Выбрать главу

Август распорядился взять Тинена под стражу, дуэль не состоялась, Анна осталась без всякой защиты. После долгих переговоров ей был оставлен Пильниц, она продолжала получать почти полностью свое прежнее денежное содержание, однако была лишена прежних привилегий, и вся ее переписка строго контролировалась.

В конце концов она вроде бы начала уставать от борьбы. Отдала ключ от своего дрезденского дворца, отдала, правда, с большой неохотой, кольцо, которое «носила на пальце, чтобы показать то, что раньше было правдой…». Видимо, то самое кольцо, которое Август подарил ей вместе с жалованной грамотой.

Кроме того, Анна подписала обязательства никогда не появляться в Польше и Саксонии в тех местах, где собирался бы остановиться король. «Я обязуюсь, — следовало далее, — никогда не говорить и не делать ничего такого, что может быть неприятно королю или противно его интересам. А также воздерживаться от участия в любых интригах и сплетнях, никогда более ни в письмах, ни в разговорах не вмешиваться в дела, касающиеся короля, и вообще постоянно вести себя так, как следует из этой грамоты, которую я подписала. А если я в чем-либо нарушу данные условия, то вызову справедливый гнев короля и признаю, что тогда Его Величество имеет полное право лишить меня всех своих милостей, которые он мне оказал при условии, что я не нарушу условия договора.

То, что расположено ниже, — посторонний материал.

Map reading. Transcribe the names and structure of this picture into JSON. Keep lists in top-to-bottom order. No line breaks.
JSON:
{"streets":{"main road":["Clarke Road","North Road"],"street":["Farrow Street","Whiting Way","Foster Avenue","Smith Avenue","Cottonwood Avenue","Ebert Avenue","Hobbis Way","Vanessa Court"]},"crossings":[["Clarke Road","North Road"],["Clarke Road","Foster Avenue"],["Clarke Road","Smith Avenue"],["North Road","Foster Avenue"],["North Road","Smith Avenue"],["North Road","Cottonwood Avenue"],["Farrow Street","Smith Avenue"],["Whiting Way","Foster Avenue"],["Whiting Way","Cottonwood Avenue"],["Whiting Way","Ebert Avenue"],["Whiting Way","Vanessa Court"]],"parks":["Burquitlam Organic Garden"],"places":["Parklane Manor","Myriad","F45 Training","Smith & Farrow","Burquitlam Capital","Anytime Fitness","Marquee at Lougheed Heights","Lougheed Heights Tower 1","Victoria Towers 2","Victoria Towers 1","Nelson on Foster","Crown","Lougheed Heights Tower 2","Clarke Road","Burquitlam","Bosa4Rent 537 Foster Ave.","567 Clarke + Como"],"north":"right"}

И да поможет мне Бог до конца дней моих».

В конце 1715 года она согласилась на предложение Августа кончить дело миром и вернуть драгоценный документ.

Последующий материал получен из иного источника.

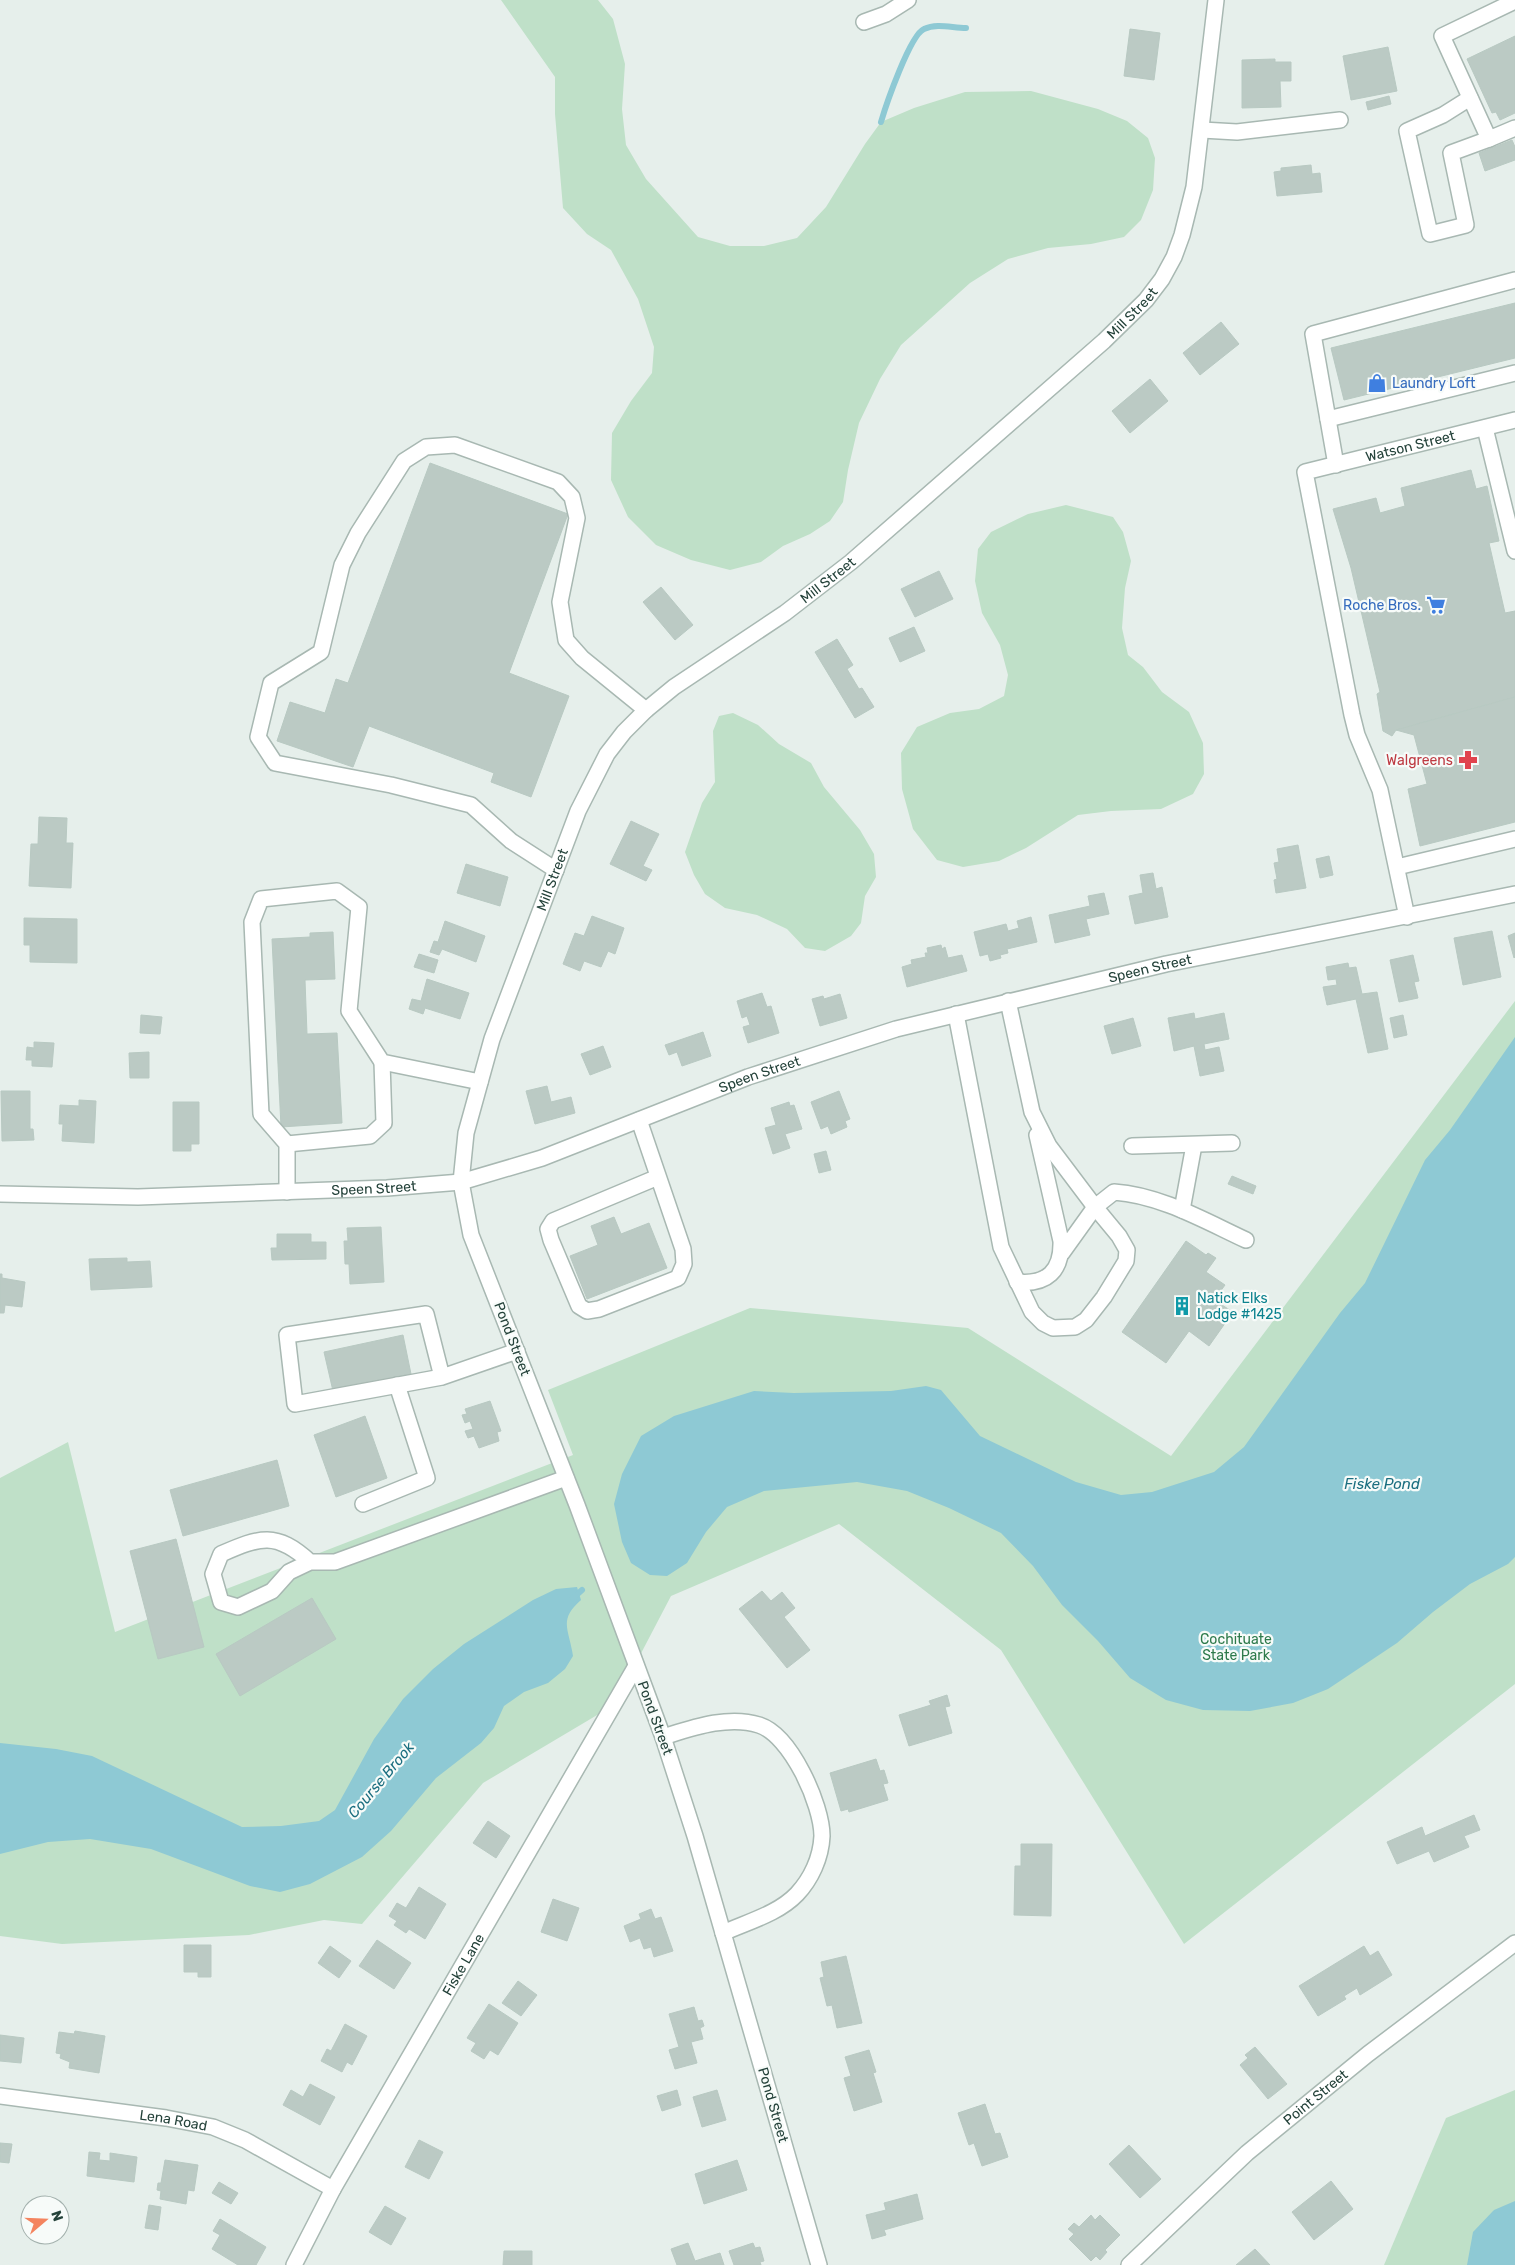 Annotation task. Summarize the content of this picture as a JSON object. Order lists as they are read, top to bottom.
{
  "streets": {
    "street": [
      "Mill Street",
      "Watson Street",
      "Speen Street",
      "Pond Street",
      "Fiske Lane",
      "Point Street",
      "Lena Road"
    ]
  },
  "crossings": [
    ["Mill Street", "Speen Street"],
    ["Mill Street", "Pond Street"],
    ["Speen Street", "Pond Street"],
    ["Pond Street", "Fiske Lane"],
    ["Fiske Lane", "Lena Road"]
  ],
  "water": ["Fiske Pond", "Course Brook"],
  "parks": ["Cochituate State Park"],
  "places": {
    "shop": ["Laundry Loft"],
    "supermarket": ["Roche Bros."],
    "pharmacy": ["Walgreens"],
    "building": ["Natick Elks Lodge #1425"]
  },
  "north": "right"
}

Однако это была лишь видимость. Анна отважилась на очень важный шаг, который имел решающее значение для ее судьбы: она решила бежать. Графиня тайно передала дворцовому управляющему Йонасу Майеру большое количество ящиков и сундуков, полных драгоценностей, затем должным образом проинструктировала своего поверенного Клуге и передала еще пятнадцать ящиков с ценностями еврею Перлхефтеру, который должен был отослать их в Теплиц.

12 декабря 1715 года она тайно покинула Пильниц, оставив там своего трехлетнего сына, в то время как обе дочери уже некоторое время жили у ее матери, и 14 декабря приехала в Берлин инкогнито. Какое-то время жила там под именем мадам Лакапитэн у некоего Винцента, и ее расходы составляли редко более двух талеров в день. Она вела себя очень скромно, не имела выезда и нанимала экипаж, если нужно было куда-то поехать. О ее пребывании в Берлине почти никто не знал.

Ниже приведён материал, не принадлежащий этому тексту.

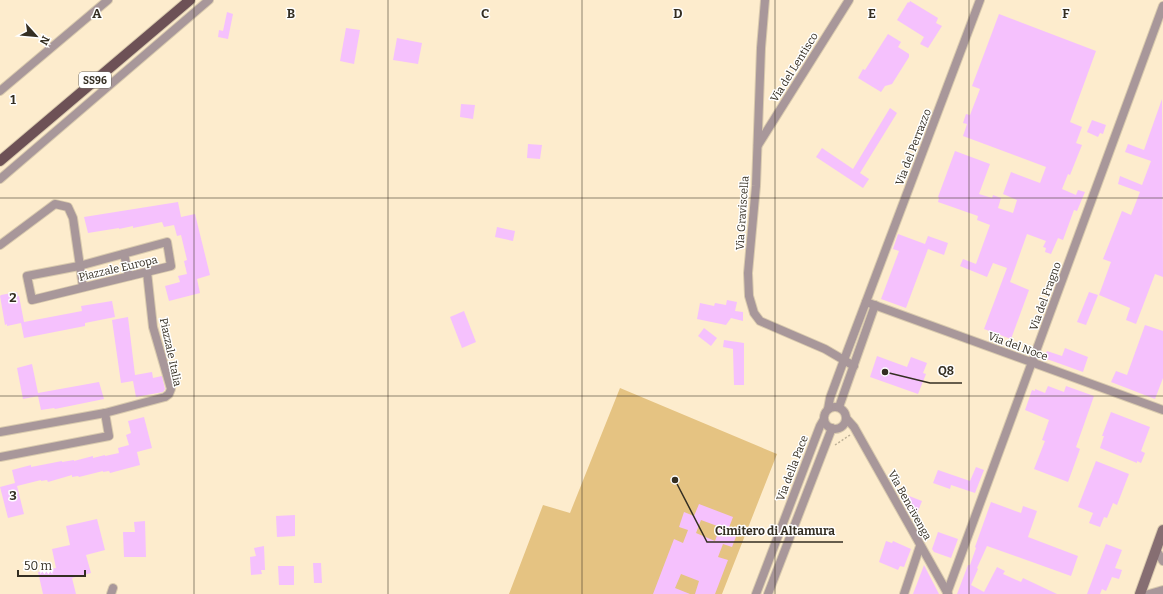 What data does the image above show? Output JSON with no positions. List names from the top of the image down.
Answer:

И вдруг Анна, к своему ужасу, узнала, что посланные ею в Теплиц вещи конфискованы на богемской границе. Пришлось отправиться туда, выручить большую часть ящиков после уплаты значительной суммы, а потом вернуться в Берлин, забрав ящики с собой.

Итак, место ее пребывания открылось. Посыпались письма, к ней направили «переговорщика», чтобы убедить вернуться в Саксонию. Но Анна отвечала, что не хочет жить в Пильнице как изгнанница и вернется в Саксонию только в том случае, если Август собственноручно напишет ей, что «она может надеяться на уважение к своей личности и свободе, как все остальные порядочные люди».

Однако многие опасались «ее ядовитого и опасного языка, ее предприимчивости и дерзкого ума, способного на все, чтобы удовлетворить свои прихоти и свою ненависть, любыми средствами спровоцировать трения и разлад между обоими государствами». И саксонский посланник в Берлине получил задание добиться ареста графини и высылки ее на родину.

Королю Фридриху-Вильгельму I сообщили, что графиня отказалась отдать в общем-то не имеющие особой ценности бумаги, содержащие лишь некоторые интимные подробности, касающиеся польско-саксонского короля, что лишний раз доказывало полное сходство обычного мужчины с королем, и добавили: «однако было не очень-то приятно, если бы тайное стало явным». Мол, Август имел полное право строго покарать графиню, однако он не хотел навредить ей, а только якобы предупредить ее действия.

Это произвело впечатление на прусского императора, который сам был мужчиной, и, главное, тоже не без грешков. Он утратил интерес к персоне Анны Козель и ни за что не взял бы ее под защиту.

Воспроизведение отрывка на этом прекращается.